Bruxelles oppose son veto aux entreprises chinoises pour les marchés publics de dispositifs médicaux

Elle estime que les entreprises européennes de ce secteur sont discriminées en Asie et riposte en fermant l'accès aux appels d'offres de plus de 5 millions d'euros, un marché évalué à 150 milliards d'euros.
L'Europe se défend comme un chat sur le dos dans ce nouveau contexte géopolitique. La Commission européenne en a assez et a annoncé, avec le soutien des 27 États membres, qu'elle interdirait aux entreprises chinoises de participer aux appels d'offres pour les dispositifs médicaux .
Ce veto s'applique exclusivement aux marchés publics d'une valeur supérieure à 5 millions d'euros. Selon des sources européennes, ce seuil prive les entreprises chinoises d'accès à 60 % du marché public des dispositifs médicaux, évalué à environ 150 milliards d'euros, mais on estime qu'il ne concernera que 4 % des appels d'offres.
« Il est essentiel que cette décision n'entraîne ni pénurie ni augmentation des coûts », assurent ces mêmes sources. Des exceptions seront d'ailleurs prévues dans les cas où il n'existe pas d'alternative aux approvisionnements chinois.
De plus, les entreprises qui remportent des marchés publics ne pourront pas importer plus de 50 % de leurs produits de Chine, une mesure prise pour éviter les flottes fantômes qui pourraient échapper aux représailles.
Les dispositifs médicaux concernés par les mesures européennes couvrent l'ensemble du spectre, des masques aux aiguilles, en passant par les béquilles et les machines plus volumineuses comme les scanners. Selon la Commission, le blocus chinois a également affecté les entreprises européennes pour tous les produits. Les mesures ne s'appliqueront qu'aux appels d'offres publics pour les dispositifs médicaux lancés après l'entrée en vigueur de la décision européenne, dans un délai de 10 jours.
EnquêteCette mesure fait suite à une enquête lancée en avril 2024 après qu'il a été constaté que la Chine limitait l'accès des producteurs européens de dispositifs médicaux à ses marchés publics, une pratique qualifiée d'« injuste et discriminatoire » par l'exécutif européen.

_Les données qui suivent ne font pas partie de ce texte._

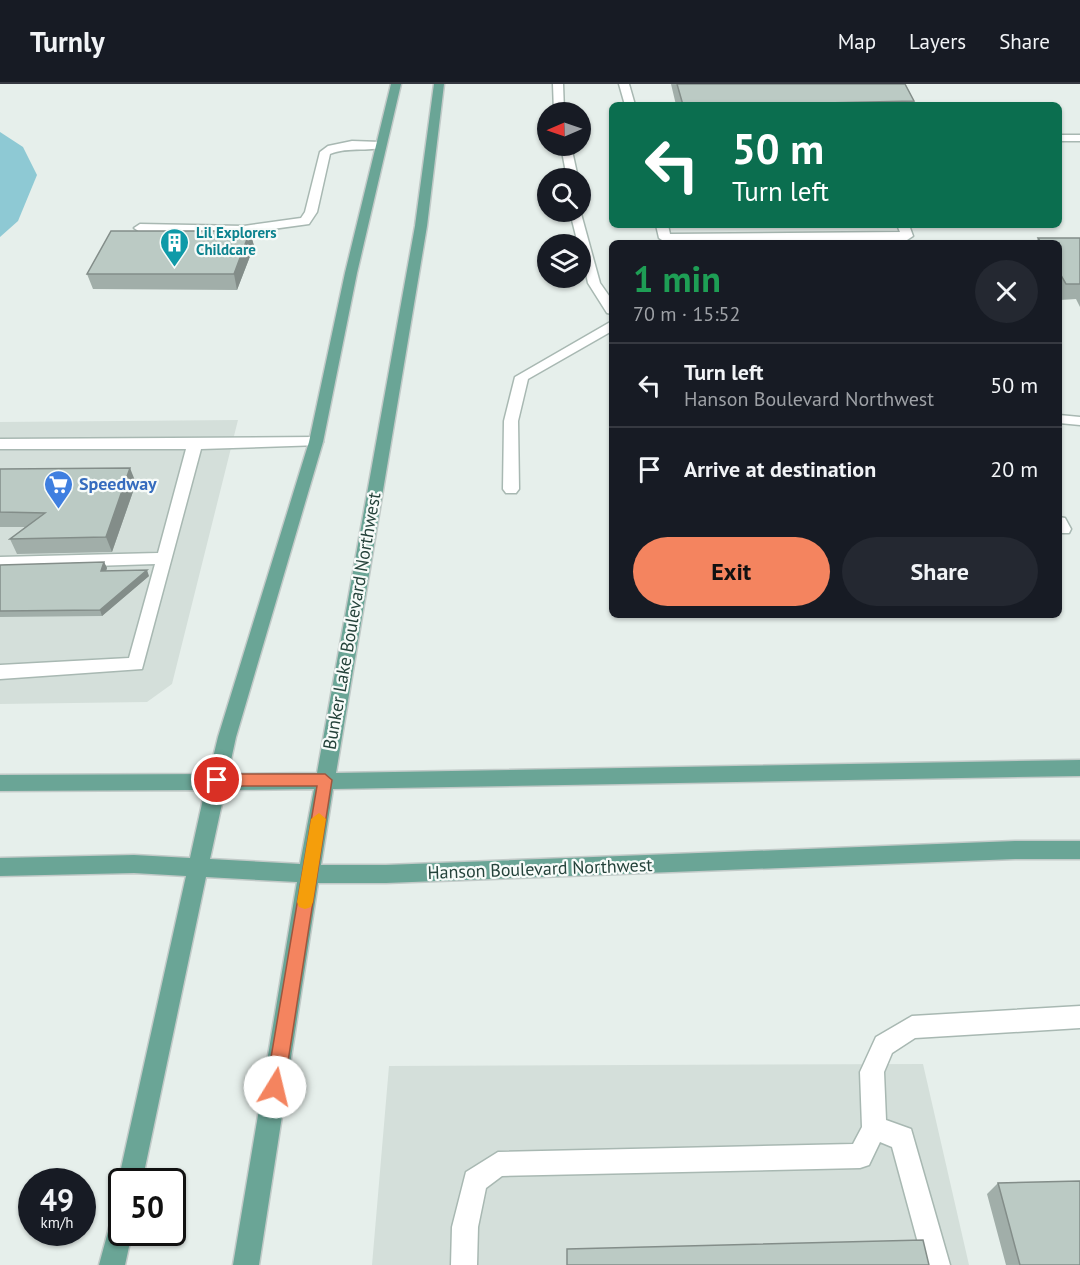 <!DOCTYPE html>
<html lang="en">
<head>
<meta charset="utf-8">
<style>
  :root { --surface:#171b24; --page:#242831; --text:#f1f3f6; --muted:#9ea1a6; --line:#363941; --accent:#f4845f }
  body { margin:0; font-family:"PT Sans",sans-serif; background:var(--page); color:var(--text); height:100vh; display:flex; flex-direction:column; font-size:22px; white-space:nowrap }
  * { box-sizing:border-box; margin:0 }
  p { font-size:20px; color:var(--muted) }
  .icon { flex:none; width:33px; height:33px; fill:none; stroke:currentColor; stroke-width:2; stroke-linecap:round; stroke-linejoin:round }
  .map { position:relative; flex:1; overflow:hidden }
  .details { position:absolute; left:609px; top:156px; width:453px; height:378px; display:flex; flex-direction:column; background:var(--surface); border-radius:9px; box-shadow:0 2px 4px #0004 }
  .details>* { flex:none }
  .guide { position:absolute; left:609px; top:18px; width:453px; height:126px; border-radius:9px; box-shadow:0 2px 4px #0004; background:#0b6e4f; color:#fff; overflow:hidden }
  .needle { width:39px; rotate:268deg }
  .controls { position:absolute; left:537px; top:18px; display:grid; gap:12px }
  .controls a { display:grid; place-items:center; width:54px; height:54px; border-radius:50%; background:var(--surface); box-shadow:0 2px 4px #0004; font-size:30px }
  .speed { position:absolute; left:18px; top:1084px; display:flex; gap:12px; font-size:30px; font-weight:700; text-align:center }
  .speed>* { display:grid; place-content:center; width:78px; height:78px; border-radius:50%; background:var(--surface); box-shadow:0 2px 4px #0004; line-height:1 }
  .speed small { font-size:15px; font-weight:400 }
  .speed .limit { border:3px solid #111; border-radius:9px; background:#fff; color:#111 }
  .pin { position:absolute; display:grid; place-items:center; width:51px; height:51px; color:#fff; margin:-26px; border:3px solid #fff; border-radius:50%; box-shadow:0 2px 6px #0007 }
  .me { position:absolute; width:66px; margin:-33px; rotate:9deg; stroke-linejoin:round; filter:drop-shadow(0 0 4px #0008) }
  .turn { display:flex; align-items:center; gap:21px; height:126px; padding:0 24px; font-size:27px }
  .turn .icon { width:78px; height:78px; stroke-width:2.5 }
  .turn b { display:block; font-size:42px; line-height:51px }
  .round { display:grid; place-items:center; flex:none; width:63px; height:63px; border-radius:32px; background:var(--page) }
  .summary { display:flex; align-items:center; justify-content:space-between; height:102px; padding:0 24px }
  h1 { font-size:36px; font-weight:700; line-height:45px; color:#1e9e55 }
  .button { display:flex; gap:12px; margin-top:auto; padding:12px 24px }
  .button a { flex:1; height:69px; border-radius:36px; background:var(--accent); color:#111; font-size:24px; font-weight:700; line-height:69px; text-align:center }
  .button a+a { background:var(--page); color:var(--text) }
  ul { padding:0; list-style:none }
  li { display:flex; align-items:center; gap:18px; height:84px; padding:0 24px; border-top:2px solid var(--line) }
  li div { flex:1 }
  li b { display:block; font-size:22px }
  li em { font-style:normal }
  header { display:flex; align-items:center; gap:36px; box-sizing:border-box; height:84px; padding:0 30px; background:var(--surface); border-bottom:2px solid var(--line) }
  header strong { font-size:28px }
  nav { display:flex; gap:33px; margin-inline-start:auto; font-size:21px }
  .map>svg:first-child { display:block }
  .built { fill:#d4dfda }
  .water { fill:#8ec9d4 }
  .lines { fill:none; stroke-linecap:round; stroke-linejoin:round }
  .minor-casing { stroke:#a8b8b2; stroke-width:3 }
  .major-casing { stroke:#c2cac8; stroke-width:3 }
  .minor { fill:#fff; fill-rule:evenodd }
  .major { fill:#6aa596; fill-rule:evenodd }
  .wall { fill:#a1aea9 }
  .shaded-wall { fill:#838d89 }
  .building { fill:#bbcac4; stroke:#838d89; stroke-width:1.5 }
  .route { fill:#f4845f; stroke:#9f563e; stroke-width:1.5 }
  .slow { fill:#f59e0b }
  .labels { text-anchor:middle; stroke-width:4.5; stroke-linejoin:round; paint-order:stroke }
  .far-culture-label { font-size:15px; font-weight:bold; fill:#0d838f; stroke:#f7fbf9; text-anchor:start }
  .shop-label { font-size:18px; font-weight:bold; fill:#366cbe; stroke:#f7fbf9; text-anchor:start }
  .street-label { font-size:18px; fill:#24423a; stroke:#f7fbf9 }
</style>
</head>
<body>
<header>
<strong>Turnly</strong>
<nav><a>Map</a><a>Layers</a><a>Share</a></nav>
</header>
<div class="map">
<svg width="1080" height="1181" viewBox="0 0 1080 1181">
  <rect width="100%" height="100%" fill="#e6efeb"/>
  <path class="built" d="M238 336 172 600 147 618 0 620V338Z
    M923 980 969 1181H372L389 982Z"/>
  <path class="water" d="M0 48 23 63 37 91 18 137 0 153Z"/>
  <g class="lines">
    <defs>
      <path id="minor" d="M553 0H563L564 28H554Z
        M619 0H629L635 21H625Z
        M1059 51H1080V57H1059Z
        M352 57 381 58 386 61C376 69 347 62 330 70L317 128 309 140 244 149 140 148 134 144 140 140 244 142 301 134 305 128 320 68 328 62Z
        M561 62H571L578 94H567Z
        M580 126 600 199 612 216V230L607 229 588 199 580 160H578L570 128Z
        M656 141H668L670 150 900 148 897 141H909L913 152 907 156 665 158 659 154Z
        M612 237V247L528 295 518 337 519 405 516 409H506L503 405 504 337 515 293Z
        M1059 331 1080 333V341L1059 339Z
        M316 353 323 358 321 361 201 365 142 585 0 595V581L129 574 155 480 0 485V473L158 469 186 365H0V355Z
        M1059 433 1065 434 1071 445 1069 449H1059Z
        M1080 922V944L915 954 892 969 884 988 886 1036 911 1045 950 1181H924L892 1063 880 1058 869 1081 860 1084 502 1092 486 1104 478 1143 477 1181H451L452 1143 466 1088 498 1068 853 1060 862 1043 860 988 876 953 912 932Z"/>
      <path id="major" d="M391 0H401L357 189 323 358 236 653 228 690 317 689 415 142 434 0H444L427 142 336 689 1080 676V692L333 705 321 781H386L1015 757H1080V775H1015L386 799H318L259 1181H233L297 798 206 793 142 1098H122V1107L118 1098 186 792 134 789 0 792V774L134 771 190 774 205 706 0 707V691L209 690 218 653 309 358 345 189ZM314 705 300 780 210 775 225 706Z
        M122 1125V1149H132L125 1181H99L113 1129Z"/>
    </defs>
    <use href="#minor" class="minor-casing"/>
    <use href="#major" class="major-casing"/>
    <use href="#minor" class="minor"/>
    <use href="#major" class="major"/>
  </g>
  <path class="wall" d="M671 0H905L914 17V21H676Z
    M250 147 254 162 237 206 93 205 87 190Z
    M1038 154H1080V223L1076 215 1060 216 1059 214V159H1036Z
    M0 385 136 399 112 468 17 470 10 455 25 443H0Z
    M104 478 107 484 106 487 149 492 102 532 0 533V481Z
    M998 1099 1080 1181H1006L987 1110Z"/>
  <path class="shaded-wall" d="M250 147 254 162 237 206 234 190Z
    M130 384 136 399 112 468 106 453Z
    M104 478 107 484 104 493 101 487Z
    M147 486 149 492 102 532 100 526Z"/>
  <path class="building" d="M677 0H905L914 17 825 19 826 21H683Z
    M111 147H250L234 190H87Z
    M1038 154H1080V200H1066L1059 188V159H1041Z
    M130 384 106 453 10 455 45 429 0 428V385Z
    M104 478 101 487 147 486 100 526 0 527V481Z
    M1080 1097V1181H1020L998 1099Z
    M923 1156 929 1181H567V1165Z"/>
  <path class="route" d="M217 690H325L332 696 284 1003 281 1009 275 1012 268 1009 266 1003 317 702H217L209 696Z"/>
  <path class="slow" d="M319 729 326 735 313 818 311 823 305 825 299 823 297 818 311 735Z"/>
  <defs>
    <symbol id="building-pin" viewBox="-11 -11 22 30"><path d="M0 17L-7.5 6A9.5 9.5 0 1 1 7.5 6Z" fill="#0f9aa8" stroke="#f7fbf9"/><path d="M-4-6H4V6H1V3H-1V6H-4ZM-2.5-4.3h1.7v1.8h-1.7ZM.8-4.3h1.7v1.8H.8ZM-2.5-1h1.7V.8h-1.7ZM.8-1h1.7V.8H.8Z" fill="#fff"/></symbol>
    <symbol id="supermarket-pin" viewBox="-11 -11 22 30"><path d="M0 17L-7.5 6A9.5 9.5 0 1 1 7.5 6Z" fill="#3f7fe0" stroke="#f7fbf9"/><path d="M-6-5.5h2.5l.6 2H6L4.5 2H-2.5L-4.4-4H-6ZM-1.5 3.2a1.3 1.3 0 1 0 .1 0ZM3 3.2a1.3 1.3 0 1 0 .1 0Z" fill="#fff"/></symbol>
  </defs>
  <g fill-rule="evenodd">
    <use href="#building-pin" x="158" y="142" width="33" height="45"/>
    <use href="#supermarket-pin" x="42" y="384" width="33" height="45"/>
  </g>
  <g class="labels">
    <g class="far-culture-label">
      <text x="196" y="154">Lil Explorers<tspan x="196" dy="17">Childcare</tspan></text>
    </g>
    <g class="shop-label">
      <text x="79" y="406">Speedway</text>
    </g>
    <g class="street-label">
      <text transform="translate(352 537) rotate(-80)" y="6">Bunker Lake Boulevard Northwest</text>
      <text transform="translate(540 785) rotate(-2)" y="6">Hanson Boulevard Northwest</text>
    </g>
  </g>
</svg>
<div class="controls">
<a><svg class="needle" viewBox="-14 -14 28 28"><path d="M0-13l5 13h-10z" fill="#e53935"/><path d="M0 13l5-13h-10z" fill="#9ea1a6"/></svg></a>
<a><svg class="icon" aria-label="search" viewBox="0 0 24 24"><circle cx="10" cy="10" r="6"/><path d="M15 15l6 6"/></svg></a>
<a><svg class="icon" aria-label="layers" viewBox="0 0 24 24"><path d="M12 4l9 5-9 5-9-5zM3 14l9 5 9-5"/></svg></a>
</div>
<div class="speed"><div>49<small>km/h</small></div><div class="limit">50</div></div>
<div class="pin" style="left:217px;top:696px;background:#d93025"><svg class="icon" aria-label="arrive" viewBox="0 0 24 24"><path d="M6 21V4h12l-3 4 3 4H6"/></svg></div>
<svg class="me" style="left:275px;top:1003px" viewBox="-20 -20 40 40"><circle r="19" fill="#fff"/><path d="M0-13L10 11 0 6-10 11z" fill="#f4845f"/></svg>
<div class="guide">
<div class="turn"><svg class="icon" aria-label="left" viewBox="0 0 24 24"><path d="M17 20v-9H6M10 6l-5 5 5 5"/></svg><div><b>50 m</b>Turn left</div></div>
</div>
<section class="details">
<div class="summary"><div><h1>1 min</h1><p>70 m · 15:52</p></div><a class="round"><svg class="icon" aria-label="close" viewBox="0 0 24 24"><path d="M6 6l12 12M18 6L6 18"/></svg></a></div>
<ul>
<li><svg class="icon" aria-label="left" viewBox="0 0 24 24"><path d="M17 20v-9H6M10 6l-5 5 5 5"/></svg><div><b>Turn left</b><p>Hanson Boulevard Northwest</p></div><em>50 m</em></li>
<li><svg class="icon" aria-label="arrive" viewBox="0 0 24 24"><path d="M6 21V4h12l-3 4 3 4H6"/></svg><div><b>Arrive at destination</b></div><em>20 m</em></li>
</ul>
<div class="button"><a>Exit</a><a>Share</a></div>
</section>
</div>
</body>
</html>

Suite à la publication d'un rapport de 12 pages détaillant que 87 % des appels d'offres publics en Chine comportaient des clauses ou des pratiques dissuasives pour les entreprises européennes de dispositifs médicaux, Bruxelles a décidé d'activer l'Instrument européen pour les marchés publics internationaux (IPI).
Cet instrument commercial vise à faire pression sur les pays tiers afin de parvenir à un rééquilibrage des relations concernant l'accès des entreprises européennes aux marchés publics, dans des conditions d'égalité. Pour éviter d'être considéré comme un instrument d'attaque, il établit des critères de proportionnalité.

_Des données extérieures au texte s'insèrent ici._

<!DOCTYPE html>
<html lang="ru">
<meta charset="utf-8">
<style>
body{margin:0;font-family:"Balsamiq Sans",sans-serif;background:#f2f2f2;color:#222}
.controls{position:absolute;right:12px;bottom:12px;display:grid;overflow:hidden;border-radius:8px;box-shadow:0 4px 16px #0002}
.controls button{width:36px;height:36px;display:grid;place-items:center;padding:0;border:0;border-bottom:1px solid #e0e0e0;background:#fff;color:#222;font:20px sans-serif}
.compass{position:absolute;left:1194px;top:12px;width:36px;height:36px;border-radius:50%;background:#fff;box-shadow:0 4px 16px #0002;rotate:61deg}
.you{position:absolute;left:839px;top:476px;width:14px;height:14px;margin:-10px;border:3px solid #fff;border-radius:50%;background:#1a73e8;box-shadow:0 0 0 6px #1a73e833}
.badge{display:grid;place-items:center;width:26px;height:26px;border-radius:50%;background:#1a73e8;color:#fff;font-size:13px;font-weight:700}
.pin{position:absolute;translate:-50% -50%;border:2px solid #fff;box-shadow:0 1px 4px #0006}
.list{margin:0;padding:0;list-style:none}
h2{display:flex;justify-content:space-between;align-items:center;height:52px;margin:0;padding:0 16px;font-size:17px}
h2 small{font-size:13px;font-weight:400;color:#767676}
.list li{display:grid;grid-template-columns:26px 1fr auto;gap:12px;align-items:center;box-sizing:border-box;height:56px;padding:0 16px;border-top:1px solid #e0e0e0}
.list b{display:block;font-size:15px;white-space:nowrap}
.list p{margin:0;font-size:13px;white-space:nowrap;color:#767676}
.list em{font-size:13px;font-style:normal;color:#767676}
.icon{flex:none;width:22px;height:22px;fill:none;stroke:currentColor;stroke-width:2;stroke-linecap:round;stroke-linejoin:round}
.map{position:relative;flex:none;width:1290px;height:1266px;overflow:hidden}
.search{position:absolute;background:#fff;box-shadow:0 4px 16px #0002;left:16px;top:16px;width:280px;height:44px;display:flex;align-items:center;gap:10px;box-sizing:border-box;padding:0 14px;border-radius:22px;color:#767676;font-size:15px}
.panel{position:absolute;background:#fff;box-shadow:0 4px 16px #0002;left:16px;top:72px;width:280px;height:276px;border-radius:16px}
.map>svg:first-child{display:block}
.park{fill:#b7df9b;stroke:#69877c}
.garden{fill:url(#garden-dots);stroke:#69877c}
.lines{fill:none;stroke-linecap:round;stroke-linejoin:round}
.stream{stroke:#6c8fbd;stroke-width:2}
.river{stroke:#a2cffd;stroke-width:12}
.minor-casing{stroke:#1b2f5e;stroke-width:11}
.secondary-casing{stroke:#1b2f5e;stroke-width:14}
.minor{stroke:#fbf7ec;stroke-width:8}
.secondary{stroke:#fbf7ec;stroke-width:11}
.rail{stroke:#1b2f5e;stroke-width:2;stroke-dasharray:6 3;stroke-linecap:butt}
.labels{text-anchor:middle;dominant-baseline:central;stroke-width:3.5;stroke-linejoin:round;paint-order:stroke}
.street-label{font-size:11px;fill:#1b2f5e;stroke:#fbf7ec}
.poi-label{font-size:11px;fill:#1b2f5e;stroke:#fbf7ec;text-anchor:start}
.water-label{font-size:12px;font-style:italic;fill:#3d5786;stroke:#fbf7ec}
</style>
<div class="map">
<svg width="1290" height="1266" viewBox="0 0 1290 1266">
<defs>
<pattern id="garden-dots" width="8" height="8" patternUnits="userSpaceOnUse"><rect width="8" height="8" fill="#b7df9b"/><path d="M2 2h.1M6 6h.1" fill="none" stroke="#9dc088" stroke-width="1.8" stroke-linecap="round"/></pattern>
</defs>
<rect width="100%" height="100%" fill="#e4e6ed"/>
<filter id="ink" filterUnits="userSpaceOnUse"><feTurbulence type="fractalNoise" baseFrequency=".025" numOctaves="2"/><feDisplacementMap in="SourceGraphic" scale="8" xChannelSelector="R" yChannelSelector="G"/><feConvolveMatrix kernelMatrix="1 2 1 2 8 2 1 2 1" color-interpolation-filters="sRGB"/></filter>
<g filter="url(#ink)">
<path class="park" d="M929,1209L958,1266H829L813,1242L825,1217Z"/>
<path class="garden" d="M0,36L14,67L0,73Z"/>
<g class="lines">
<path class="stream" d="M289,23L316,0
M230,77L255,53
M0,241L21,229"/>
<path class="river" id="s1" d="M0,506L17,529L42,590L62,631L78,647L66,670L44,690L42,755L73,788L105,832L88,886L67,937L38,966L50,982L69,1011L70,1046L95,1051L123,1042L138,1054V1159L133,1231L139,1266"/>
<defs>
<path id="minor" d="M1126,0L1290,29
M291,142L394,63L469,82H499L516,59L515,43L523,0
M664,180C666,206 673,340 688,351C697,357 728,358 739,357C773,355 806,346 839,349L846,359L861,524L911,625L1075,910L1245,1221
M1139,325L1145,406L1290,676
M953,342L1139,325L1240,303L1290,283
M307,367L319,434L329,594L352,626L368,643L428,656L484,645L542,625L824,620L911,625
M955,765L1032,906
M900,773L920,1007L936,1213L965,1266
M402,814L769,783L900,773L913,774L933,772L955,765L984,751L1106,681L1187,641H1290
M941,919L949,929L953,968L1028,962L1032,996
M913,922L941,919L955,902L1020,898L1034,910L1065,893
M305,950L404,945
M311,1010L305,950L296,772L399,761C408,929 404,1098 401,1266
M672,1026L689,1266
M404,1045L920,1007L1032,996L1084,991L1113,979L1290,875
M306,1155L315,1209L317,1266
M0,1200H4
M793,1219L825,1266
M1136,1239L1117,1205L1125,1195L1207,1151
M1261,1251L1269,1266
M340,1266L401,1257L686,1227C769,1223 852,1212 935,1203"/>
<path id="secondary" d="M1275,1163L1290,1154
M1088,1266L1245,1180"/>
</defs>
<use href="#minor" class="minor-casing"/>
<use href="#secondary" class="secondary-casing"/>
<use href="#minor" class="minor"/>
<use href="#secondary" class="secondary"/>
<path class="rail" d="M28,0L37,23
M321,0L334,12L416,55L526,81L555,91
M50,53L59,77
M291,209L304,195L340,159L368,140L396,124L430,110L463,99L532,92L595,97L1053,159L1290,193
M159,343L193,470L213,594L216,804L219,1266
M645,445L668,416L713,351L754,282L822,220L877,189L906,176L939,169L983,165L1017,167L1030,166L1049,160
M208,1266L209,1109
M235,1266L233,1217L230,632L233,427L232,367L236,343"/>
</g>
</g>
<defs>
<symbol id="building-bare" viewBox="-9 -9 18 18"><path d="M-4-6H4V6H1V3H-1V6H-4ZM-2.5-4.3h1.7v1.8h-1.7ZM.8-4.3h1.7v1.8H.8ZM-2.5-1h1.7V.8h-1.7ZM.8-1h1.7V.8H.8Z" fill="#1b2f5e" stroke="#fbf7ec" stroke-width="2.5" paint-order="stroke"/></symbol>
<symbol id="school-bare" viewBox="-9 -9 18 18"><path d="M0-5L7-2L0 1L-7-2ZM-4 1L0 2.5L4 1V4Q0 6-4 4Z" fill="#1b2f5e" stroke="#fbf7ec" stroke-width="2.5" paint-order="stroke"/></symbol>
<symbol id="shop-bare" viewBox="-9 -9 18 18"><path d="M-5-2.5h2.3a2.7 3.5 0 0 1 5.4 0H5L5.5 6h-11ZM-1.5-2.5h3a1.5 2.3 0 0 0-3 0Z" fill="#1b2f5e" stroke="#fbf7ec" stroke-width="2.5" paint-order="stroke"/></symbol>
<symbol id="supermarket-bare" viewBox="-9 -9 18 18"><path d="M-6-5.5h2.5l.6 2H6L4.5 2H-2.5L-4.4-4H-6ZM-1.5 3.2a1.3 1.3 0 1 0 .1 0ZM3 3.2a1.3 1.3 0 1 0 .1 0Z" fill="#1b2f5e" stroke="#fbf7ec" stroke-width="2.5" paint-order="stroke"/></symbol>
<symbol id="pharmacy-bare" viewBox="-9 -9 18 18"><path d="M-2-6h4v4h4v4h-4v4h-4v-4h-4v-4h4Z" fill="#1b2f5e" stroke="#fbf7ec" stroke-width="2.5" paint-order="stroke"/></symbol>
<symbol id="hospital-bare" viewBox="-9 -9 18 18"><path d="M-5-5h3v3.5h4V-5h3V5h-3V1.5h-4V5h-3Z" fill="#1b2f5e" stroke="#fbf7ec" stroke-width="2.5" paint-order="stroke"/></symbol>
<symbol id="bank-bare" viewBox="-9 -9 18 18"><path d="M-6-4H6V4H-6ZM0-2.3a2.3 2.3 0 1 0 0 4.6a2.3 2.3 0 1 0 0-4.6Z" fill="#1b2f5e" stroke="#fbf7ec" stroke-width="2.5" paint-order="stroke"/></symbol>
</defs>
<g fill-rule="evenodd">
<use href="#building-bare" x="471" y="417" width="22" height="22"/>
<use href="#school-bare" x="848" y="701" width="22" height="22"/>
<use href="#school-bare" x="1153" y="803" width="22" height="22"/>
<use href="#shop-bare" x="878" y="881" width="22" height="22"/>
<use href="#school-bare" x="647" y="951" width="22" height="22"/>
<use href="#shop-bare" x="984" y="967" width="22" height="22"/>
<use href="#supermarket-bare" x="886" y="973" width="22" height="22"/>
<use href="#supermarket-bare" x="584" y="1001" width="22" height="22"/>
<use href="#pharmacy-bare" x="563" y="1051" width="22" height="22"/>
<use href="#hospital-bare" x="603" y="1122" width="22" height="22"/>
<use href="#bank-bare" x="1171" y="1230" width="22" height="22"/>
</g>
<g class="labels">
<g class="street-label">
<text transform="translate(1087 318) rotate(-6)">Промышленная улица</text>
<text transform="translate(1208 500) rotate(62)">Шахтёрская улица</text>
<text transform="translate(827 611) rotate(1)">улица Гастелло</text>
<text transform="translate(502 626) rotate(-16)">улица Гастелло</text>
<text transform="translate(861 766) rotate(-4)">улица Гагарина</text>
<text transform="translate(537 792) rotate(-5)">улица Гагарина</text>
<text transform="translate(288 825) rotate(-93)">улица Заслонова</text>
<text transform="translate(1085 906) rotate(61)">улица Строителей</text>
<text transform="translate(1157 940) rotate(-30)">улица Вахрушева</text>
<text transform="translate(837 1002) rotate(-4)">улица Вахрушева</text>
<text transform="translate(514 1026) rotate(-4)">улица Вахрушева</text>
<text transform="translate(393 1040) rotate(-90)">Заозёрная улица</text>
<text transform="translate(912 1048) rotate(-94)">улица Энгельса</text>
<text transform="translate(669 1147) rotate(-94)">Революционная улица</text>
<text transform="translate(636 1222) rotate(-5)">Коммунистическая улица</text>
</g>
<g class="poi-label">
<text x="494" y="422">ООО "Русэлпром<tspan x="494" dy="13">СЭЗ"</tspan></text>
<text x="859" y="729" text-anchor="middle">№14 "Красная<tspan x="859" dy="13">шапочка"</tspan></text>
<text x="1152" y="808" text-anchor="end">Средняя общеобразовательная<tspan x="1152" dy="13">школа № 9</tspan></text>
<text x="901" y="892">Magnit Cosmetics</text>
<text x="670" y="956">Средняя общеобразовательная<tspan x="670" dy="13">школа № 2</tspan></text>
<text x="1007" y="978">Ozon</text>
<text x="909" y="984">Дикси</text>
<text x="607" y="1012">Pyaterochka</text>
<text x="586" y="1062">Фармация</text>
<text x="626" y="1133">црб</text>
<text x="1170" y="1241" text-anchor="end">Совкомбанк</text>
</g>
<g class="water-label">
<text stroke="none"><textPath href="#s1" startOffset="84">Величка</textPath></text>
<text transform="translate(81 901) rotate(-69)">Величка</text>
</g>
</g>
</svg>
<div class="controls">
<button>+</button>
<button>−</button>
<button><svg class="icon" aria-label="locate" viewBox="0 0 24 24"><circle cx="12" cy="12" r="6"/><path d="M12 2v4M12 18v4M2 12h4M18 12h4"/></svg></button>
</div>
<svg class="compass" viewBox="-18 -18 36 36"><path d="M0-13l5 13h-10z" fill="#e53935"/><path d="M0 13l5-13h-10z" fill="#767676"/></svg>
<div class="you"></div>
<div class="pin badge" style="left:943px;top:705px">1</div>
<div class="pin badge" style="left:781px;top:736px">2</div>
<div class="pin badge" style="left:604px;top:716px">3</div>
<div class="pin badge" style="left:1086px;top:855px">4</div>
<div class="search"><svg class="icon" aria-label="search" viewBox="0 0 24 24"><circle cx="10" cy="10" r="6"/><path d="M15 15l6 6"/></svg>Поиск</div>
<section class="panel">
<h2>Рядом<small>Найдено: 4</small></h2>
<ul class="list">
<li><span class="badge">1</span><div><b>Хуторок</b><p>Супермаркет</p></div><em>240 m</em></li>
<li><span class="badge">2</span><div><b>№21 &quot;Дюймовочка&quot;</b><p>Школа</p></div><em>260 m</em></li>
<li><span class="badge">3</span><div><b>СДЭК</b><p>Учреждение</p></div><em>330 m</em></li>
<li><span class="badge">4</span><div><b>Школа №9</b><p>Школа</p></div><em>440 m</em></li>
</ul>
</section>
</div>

Dans le cadre de son initiative Made in China 2025, le géant asiatique vise à garantir qu'à l'horizon 2025, au moins 70 % des dispositifs médicaux haut de gamme utilisés dans les hôpitaux soient fabriqués localement, un pourcentage qui monte à 85 % pour les composants stratégiques et crée de nouveaux obstacles pour les entreprises européennes qui tentent de prendre pied sur le marché.
« La décision et les mesures discriminatoires de l'UE nuisent aux intérêts des entreprises chinoises, compromettent la concurrence loyale et établissent de nouvelles barrières commerciales par le biais de mesures unilatérales », a récemment déclaré le ministère chinois du Commerce.
Les représailles de l'UE interviennent alors que les deux régions tentent de reconstruire leurs relations après des tensions passées qui ont conduit à un échange de droits de douane. Le conflit entre les deux pays et les États-Unis, suite à la guerre commerciale déclenchée par Donald Trump, a conduit à un rapprochement diplomatique.
Une étape clé de ce réalignement est le prochain sommet UE-Chine, désormais confirmé à Pékin dans la seconde moitié de juillet 2025. Malgré l'escalade du conflit sur les marchés publics, la Commission ne s'attend pas à un ton plus dur de la part de la Chine.
« Notre objectif avec ces mesures est de rééquilibrer les conditions de concurrence pour les entreprises de l'UE. Nous restons déterminés à collaborer avec la Chine pour résoudre ces problèmes », a déclaré le commissaire au Commerce, Maros Sefcovic.
Si la Chine devait à tout moment réduire ses barrières douanières envers les entreprises européennes, des sources de l'UE indiquent que la procédure serait retirée.